IT vendors, privacy groups release RFID standards

A working group of companies and consumer groups released RFID privacy standards.

A set of best practices designed to help assuage consumers' concerns about RFID (radio frequency identification) tags was released on Monday by a group of technology vendors, RFID users and consumer groups.

Companies using RFID tags on products should notify customers in all cases, should tell customers whether they can deactivate the tags and should build security into the technology as a primary design requirement, the group said.

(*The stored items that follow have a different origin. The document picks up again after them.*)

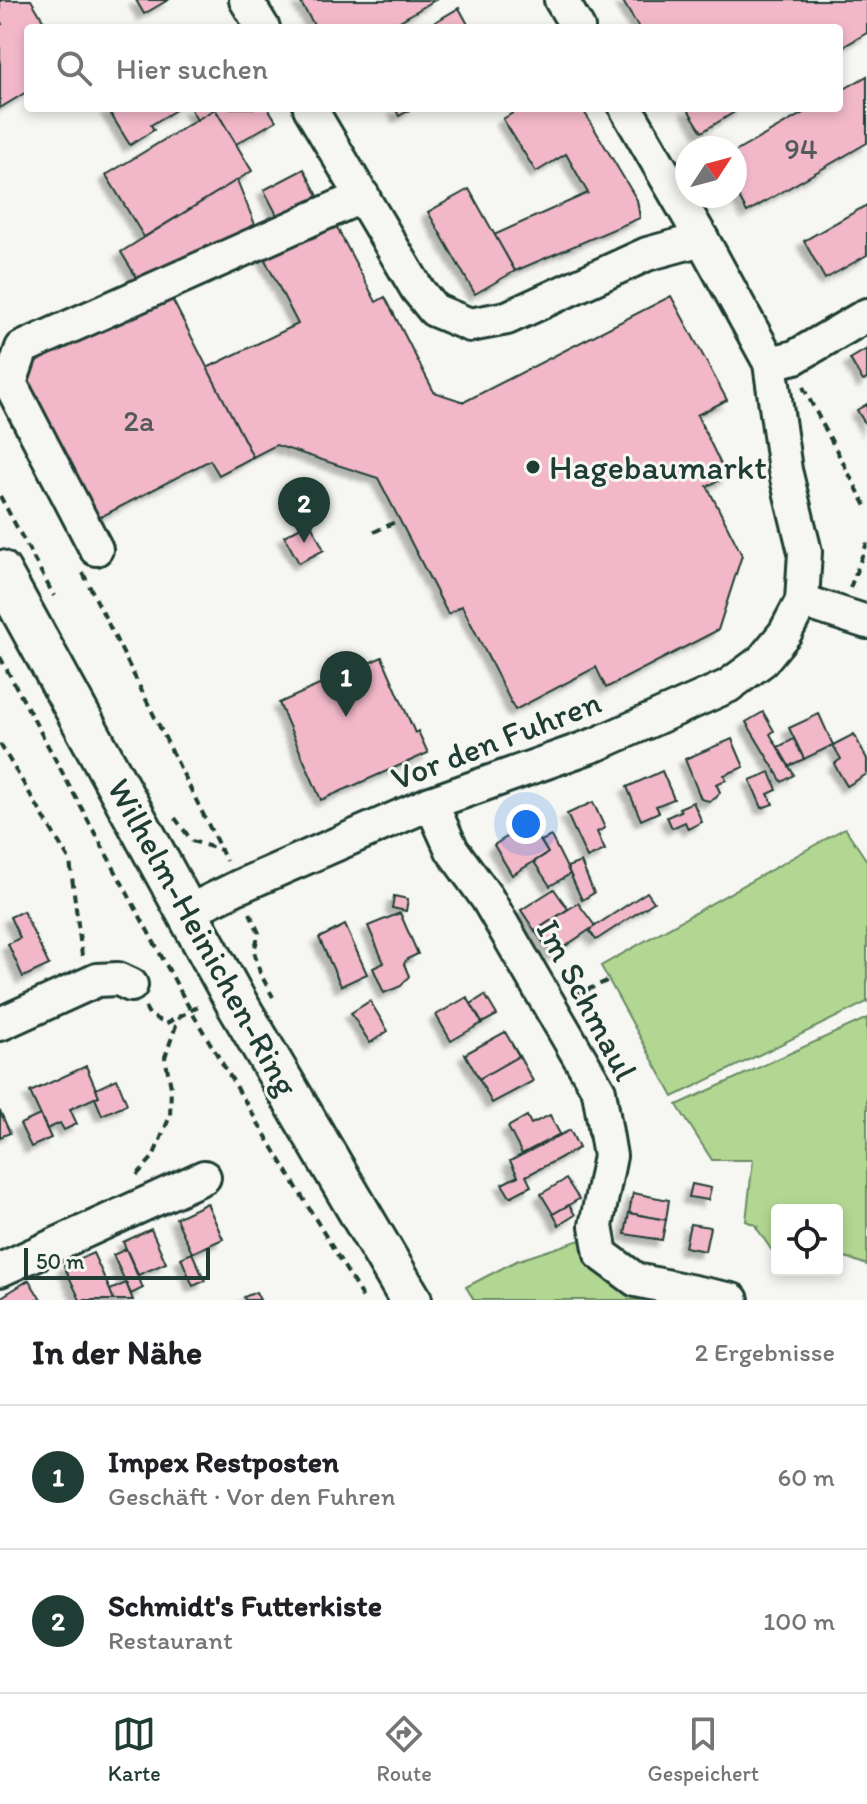 <!DOCTYPE html>
<html lang="de">
<meta charset="utf-8">
<style>
body{margin:0;font-family:Itim,sans-serif;background:#f2f2f2;color:#202124}
.controls{position:absolute;right:24px;bottom:24px;display:grid;overflow:hidden;border-radius:8px;box-shadow:0 4px 12px #0003}
.controls button{width:72px;height:72px;display:grid;place-items:center;padding:0;border:0;border-bottom:2px solid #e0e0e0;background:#fff;color:#202124;font:40px sans-serif}
.compass{position:absolute;left:675px;top:136px;width:72px;height:72px;border-radius:50%;background:#fff;box-shadow:0 4px 12px #0003;rotate:54deg}
.scale{position:absolute;left:24px;bottom:20px;width:186px;box-sizing:border-box;padding-left:8px;border:4px solid #1f3d34;border-top:0;font-size:22px;line-height:28px;white-space:nowrap;color:#1f3d34;-webkit-text-stroke:6px #f6f6f2;paint-order:stroke}
.you{position:absolute;left:526px;top:824px;width:28px;height:28px;margin:-20px;border:6px solid #fff;border-radius:50%;background:#1a73e8;box-shadow:0 0 0 12px #1a73e833}
.badge{display:grid;place-items:center;width:52px;height:52px;border-radius:50%;background:#1f3d34;color:#fff;font-size:26px;font-weight:700}
.pin{position:absolute;translate:-50% -66px;filter:drop-shadow(0 2px 4px #0008)}
.pin::after{content:'';position:absolute;top:42px;width:28px;height:24px;background:inherit;clip-path:polygon(0 0,100% 0,50% 100%)}
.list{margin:0;padding:0;list-style:none}
h2{display:flex;justify-content:space-between;align-items:center;height:104px;margin:0;padding:0 32px;font-size:34px}
h2 small{font-size:26px;font-weight:400;color:#757577}
.list li{display:grid;grid-template-columns:52px 1fr auto;gap:24px;align-items:center;box-sizing:border-box;height:144px;padding:0 32px;border-top:2px solid #e0e0e0}
.list b{display:block;font-size:30px;white-space:nowrap}
.list p{margin:0;font-size:26px;white-space:nowrap;color:#757577}
.list em{font-size:26px;font-style:normal;color:#757577}
.icon{flex:none;width:44px;height:44px;fill:none;stroke:currentColor;stroke-width:2;stroke-linecap:round;stroke-linejoin:round}
.map{position:relative;flex:none;width:867px;height:1300px;overflow:hidden}
.search{position:absolute;background:#fff;box-shadow:0 4px 12px #0003;left:24px;right:24px;top:24px;height:88px;display:flex;align-items:center;gap:20px;box-sizing:border-box;padding:0 28px;border-radius:8px;color:#757577;font-size:30px}
.sheet{height:392px;background:#fff}
nav{display:flex;justify-content:space-around;align-items:center;box-sizing:border-box;height:112px;border-top:2px solid #e0e0e0;background:#fff;font-size:22px;color:#757577}
nav a{display:grid;justify-items:center;gap:4px}
nav .on{color:#1f3d34}
.map>svg:first-child{display:block}
.green{fill:#b2d792;stroke:#688a63;stroke-width:2}
.building{fill:#f2b8c9;stroke:#1f3d34;stroke-width:2;filter:url(#shadow)}
.lines{fill:none;stroke-linecap:round;stroke-linejoin:round}
.minor-casing{stroke:#1f3d34;stroke-width:38}
.major-casing{stroke:#1f3d34;stroke-width:46}
.path{stroke:#1f3d34;stroke-width:4;stroke-dasharray:8 6;stroke-linecap:butt}
.minor{stroke:#f6f6f2;stroke-width:32}
.major{stroke:#f6f6f2;stroke-width:40}
.poi-dot{fill:#1f3d34;stroke:#f6f6f2;stroke-width:3}
.labels{text-anchor:middle;dominant-baseline:central;stroke-width:6;stroke-linejoin:round;paint-order:stroke}
.number-label{font-size:30px;fill:#545c59}
.poi-label{font-size:34px;fill:#1f3d34;stroke:#f6f6f2;text-anchor:start}
.street-label{font-size:34px;fill:#1f3d34;stroke:#f6f6f2}
</style>
<div class="map">
<svg width="867" height="1300" viewBox="0 0 867 1300">
<defs>
<filter id="shadow"><feDropShadow dx="-6" dy="6" stdDeviation="2" flood-color="#0004"/></filter>
</defs>
<rect width="100%" height="100%" fill="#f6f6f2"/>
<filter id="ink" filterUnits="userSpaceOnUse"><feTurbulence type="fractalNoise" baseFrequency=".0125" numOctaves="2"/><feDisplacementMap in="SourceGraphic" scale="16" xChannelSelector="R" yChannelSelector="G"/><feConvolveMatrix kernelMatrix="1 2 1 2 8 2 1 2 1" color-interpolation-filters="sRGB"/></filter>
<g filter="url(#ink)">
<!-- green -->
<g class="green">
<path d="M845 828 867 861V1002L673 1097 601 966Z"/>
<path d="M867 1018V1265L837 1254V1210H777V1258L756 1227 758 1226 746 1221 753 1160H712L677 1105Z"/>
<path d="M583 1239 665 1300H474L466 1287 516 1261Z"/>
</g>
<!-- building -->
<g class="building">
<path d="M0 0H31L48 28H28V91L0 108V25L2 24 0 21Z"/>
<path d="M136 0H168L144 14Z"/>
<path d="M299 0H435L388 28H316Z"/>
<path d="M622 0H867V33L839 49V28H639Z"/>
<path d="M459 8 470 28H425Z"/>
<path d="M867 76V143L747 212 735 190V152L812 108H839V92Z"/>
<path d="M107 108H179L151 125 154 130 130 145Z"/>
<path d="M190 108H268L276 121 236 144 215 109 197 120Z"/>
<path d="M395 108H413L399 116Z"/>
<path d="M521 108H582L637 200 640 218 515 271 494 235 588 193 566 154 536 172 503 119Z"/>
<path d="M687 108H741L702 132Z"/>
<path d="M215 109 252 171 144 237 106 175Z"/>
<path d="M304 169 318 196 278 217 264 190Z"/>
<path d="M237 180 258 232 140 283 121 252Z"/>
<path d="M469 189 515 271 475 294 428 212Z"/>
<path d="M867 205V255L825 279 804 241Z"/>
<path d="M333 220 376 302 385 297 434 392 464 402 671 296 727 400 697 415 727 477 707 486 742 555 718 630 606 688 596 667 515 710 462 606 448 614 378 478 276 445 253 457 207 368 298 324 262 254Z"/>
<path d="M169 293 253 457 219 475 210 460 95 520 24 384 35 355Z"/>
<path d="M867 349V379L863 381 850 359Z"/>
<path d="M867 404V427L857 410Z"/>
<path d="M310 522 324 550 299 563 284 536Z"/>
<path d="M382 657 415 733 418 731 428 753 321 800 279 703Z"/>
<path d="M763 712 774 731 770 734 794 775 782 782 746 722Z"/>
<path d="M819 714 833 745 804 759 789 728Z"/>
<path d="M854 734 867 759V774L847 786 834 764 841 759 833 745Z"/>
<path d="M732 739 744 767 724 775 726 780 716 784 720 792 716 798 709 801 701 799 685 759Z"/>
<path d="M794 739 804 759 789 766 778 747Z"/>
<path d="M662 771 674 799 656 806 659 812 641 820 627 787Z"/>
<path d="M770 772 777 790 768 794 773 804 762 808 750 780Z"/>
<path d="M593 802 605 828 597 832 605 850 587 858 567 814Z"/>
<path d="M693 802 702 822 688 829 685 822 672 828 667 817 681 811 679 808Z"/>
<path d="M529 823 548 853 512 875 494 845Z"/>
<path d="M551 836 570 874 550 886 534 862 548 853 541 841Z"/>
<path d="M581 862 594 893 582 900 567 867Z"/>
<path d="M554 889 568 909 535 931 521 910Z"/>
<path d="M647 892 654 902 596 940 589 930Z"/>
<path d="M394 896 408 899 406 911 392 908Z"/>
<path d="M578 903 595 926 552 955 535 931Z"/>
<path d="M23 911 49 965 23 977 8 944 20 938 10 917Z"/>
<path d="M400 913 418 954 407 959 404 964 409 976 401 986 384 993 373 968 384 963 368 926Z"/>
<path d="M345 925 367 974 341 986 319 938Z"/>
<path d="M485 995 497 1015 482 1023 471 1004Z"/>
<path d="M467 997 482 1023 451 1041 436 1015Z"/>
<path d="M370 1001 388 1031 370 1043 351 1013Z"/>
<path d="M505 1032 519 1056 479 1079 465 1054Z"/>
<path d="M519 1056 533 1081 492 1103 479 1079Z"/>
<path d="M86 1066 99 1096 70 1109 77 1124 64 1130 60 1123 47 1129 30 1092Z"/>
<path d="M117 1079 127 1104 102 1115 95 1098 99 1096 96 1089Z"/>
<path d="M0 1111 10 1133 0 1137Z"/>
<path d="M40 1115 51 1138 31 1147 20 1124Z"/>
<path d="M550 1115 560 1134 522 1154 508 1127 527 1116 531 1124Z"/>
<path d="M570 1130 579 1148 526 1176 531 1186 510 1197 502 1184 518 1176 510 1161Z"/>
<path d="M566 1179 579 1199 553 1214 541 1194Z"/>
<path d="M692 1184 711 1188 708 1200 689 1197Z"/>
<path d="M633 1193 669 1200 666 1220 629 1213Z"/>
<path d="M207 1203 223 1239 192 1253 176 1218Z"/>
<path d="M569 1205 575 1215 559 1225 553 1214Z"/>
<path d="M629 1213 666 1220 662 1240 625 1234Z"/>
<path d="M690 1224 710 1227 705 1251 685 1247Z"/>
<path d="M151 1229 166 1263 138 1275 123 1242Z"/>
<path d="M126 1249 143 1288 131 1294 113 1255Z"/>
<path d="M93 1253 110 1290 114 1300H80L64 1266Z"/>
<path d="M192 1253 205 1281 193 1286 181 1258Z"/>
<path d="M29 1280 41 1300H0V1298Z"/>
<path d="M126 1283 133 1300H114L110 1290Z"/>
<path d="M256 1292 260 1300H245L244 1297Z"/>
</g>
<g class="lines">
<defs>
<g id="minor">
<path d="M246 0 263 28"/>
<path d="M561 0 578 28"/>
<path d="M310 108 417 289 434 310 470 325 507 318 647 254 702 239"/>
<path d="M770 363 795 357 867 315"/>
<path d="M96 549 10 383 22 348 363 196"/>
<path d="M802 601 867 622"/>
<path d="M431 803 452 850 487 898 599 1091 610 1156 596 1226 601 1254 636 1280 732 1300"/>
<path d="M187 912 238 887 431 803 597 744 728 686 762 661 785 633 802 601 805 552 785 470 770 363 702 239 626 108"/>
<path d="M0 1024 97 980 118 979 131 985"/>
<path d="M0 1270 204 1177"/>
</g>
<path id="major" d="M0 571 236 1002 411 1300"/>
</defs>
<!-- minor casing -->
<use href="#minor" class="minor-casing"/>
<!-- major casing -->
<use href="#major" class="major-casing"/>
<!-- path -->
<g class="path">
<path d="M803 387 867 508"/>
<path d="M0 496 54 596"/>
<path d="M374 532 399 520"/>
<path d="M83 573 221 850"/>
<path d="M850 588 867 543"/>
<path d="M0 657 191 1011 364 1300"/>
<path d="M0 744 70 861 82 956"/>
<path d="M175 818 192 841 221 850 226 861"/>
<path d="M250 913 259 933 254 951 260 973 273 997"/>
<path d="M574 996 609 980"/>
<path d="M145 1007 149 1014 165 1024 201 1005"/>
<path d="M137 1175 153 1157 170 1116 171 1087 165 1057 179 1017"/>
</g>
<!-- minor -->
<use href="#minor" class="minor"/>
<!-- major -->
<use href="#major" class="major"/>
</g>
</g>
<!-- markers -->
<circle class="poi-dot" cx="533" cy="467" r="8"/>
<g class="labels">
<!-- number labels -->
<g class="number-label">
<text x="801" y="148">94</text>
<text x="139" y="420">2a</text>
</g>
<!-- poi labels -->
<g class="poi-label">
<text x="549" y="467">Hagebaumarkt</text>
</g>
<!-- street labels -->
<g class="street-label">
<text transform="translate(496 740) rotate(-21)">Vor den Fuhren</text>
<text transform="translate(203 937) rotate(61)">Wilhelm-Heinichen-Ring</text>
<text transform="translate(587 1000) rotate(62)">Im Schmaul</text>
</g>
</g>
</svg>
<div class="controls">
<button><svg class="icon" aria-label="locate" viewBox="0 0 24 24"><circle cx="12" cy="12" r="6"/><path d="M12 2v4M12 18v4M2 12h4M18 12h4"/></svg></button>
</div>
<svg class="compass" viewBox="-18 -18 36 36"><path d="M0-13l5 13h-10z" fill="#e53935"/><path d="M0 13l5-13h-10z" fill="#757577"/></svg>
<div class="scale">50 m</div>
<div class="you"></div>
<div class="pin badge" style="left:346px;top:717px">1</div>
<div class="pin badge" style="left:304px;top:543px">2</div>
<div class="search"><svg class="icon" aria-label="search" viewBox="0 0 24 24"><circle cx="10" cy="10" r="6"/><path d="M15 15l6 6"/></svg>Hier suchen</div>
</div>
<section class="sheet">
<h2>In der Nähe<small>2 Ergebnisse</small></h2>
<ul class="list">
<li><span class="badge">1</span><div><b>Impex Restposten</b><p>Geschäft · Vor den Fuhren</p></div><em>60 m</em></li>
<li><span class="badge">2</span><div><b>Schmidt's Futterkiste</b><p>Restaurant</p></div><em>100 m</em></li>
</ul>
</section>
<nav>
<a class="on"><svg class="icon" aria-label="map" viewBox="0 0 24 24"><path d="M3 6l6-2 6 2 6-2v14l-6 2-6-2-6 2zM9 4v14M15 6v14"/></svg>Karte</a>
<a><svg class="icon" aria-label="directions" viewBox="0 0 24 24"><path d="M12 3l9 9-9 9-9-9zM9 14v-3h6M13 9l2 2-2 2"/></svg>Route</a>
<a><svg class="icon" aria-label="saved" viewBox="0 0 24 24"><path d="M7 4h10v16l-5-4-5 4z"/></svg>Gespeichert</a>
</nav>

The Center for Democracy and Technology's (CDT's) Working Group on RFID also recommends that companies collecting personally identifiable information through RFID tags tell customers how that data will be used. If customers can opt out of sharing that information, or destroy the tags, those options "must be readily available," says the working group's draft best practices report.

"There should be no secret RFID tags or readers," the report says. "Use of RFID technology should be as transparent as possible, and consumers should know about the implementation and use of any RFID technology ... as they engage in any transaction that utilizes an RFID system. At the same time, it is important to recognize that notice alone does not mitigate all concerns about privacy."

The CDT hopes that the guidelines, which took over a year to develop, will serve as an example to companies rolling out the technology, said Paula Bruening, staff counsel at CDT, a privacy and civil liberties advocacy group.

"The document draws from widely accepted and traditional principles of fair information practices," Bruening said. It offers concrete guidance for companies that want to deploy RFID in a way that respects privacy, but also recognizes the need for technological flexibility, she added.

The expanding use of RFID, embraced by large retailers Wal-Mart Stores and Target, has raised concerns with some privacy advocates. RFID uses small processors and antennae that are integrated into a paper or plastic label. Those chips can then be read by an electronic scanner, and unlike bar codes, RFID chips withstand dirt and scratches.

As the range of RFID scanning grows, RFID could allow corporations and governments to track people's movements and purchases, privacy advocates have said.

The report recommends that companies using RFID should provide customers "reasonable" access to the personally identifiable information they collect using the tags. Also, companies should tell customers of their RFID use before the customer transaction is completed. The report is at: http://www.cdt.org/privacy/20060501rfid-best-practices.php.

The CDT working group's guidelines will evolve, and the group doesn't expect every company deploying RFID to follow all the recommendations, Bruening said. "I think this document is going to be an important discussion piece," she added.

The standards will be a good starting point for companies that want to consider privacy issues before they launch RFID initiatives, said working group members. "These new guidelines show how RFID can provide great benefit to society, while treating customers' privacy with respect," said Steve Shafer, a principal research for Microsoft.

Other members of the CDT working group included Cisco Systems, IBM, Intel, the National Consumers League, Procter & Gamble Co. and VeriSign.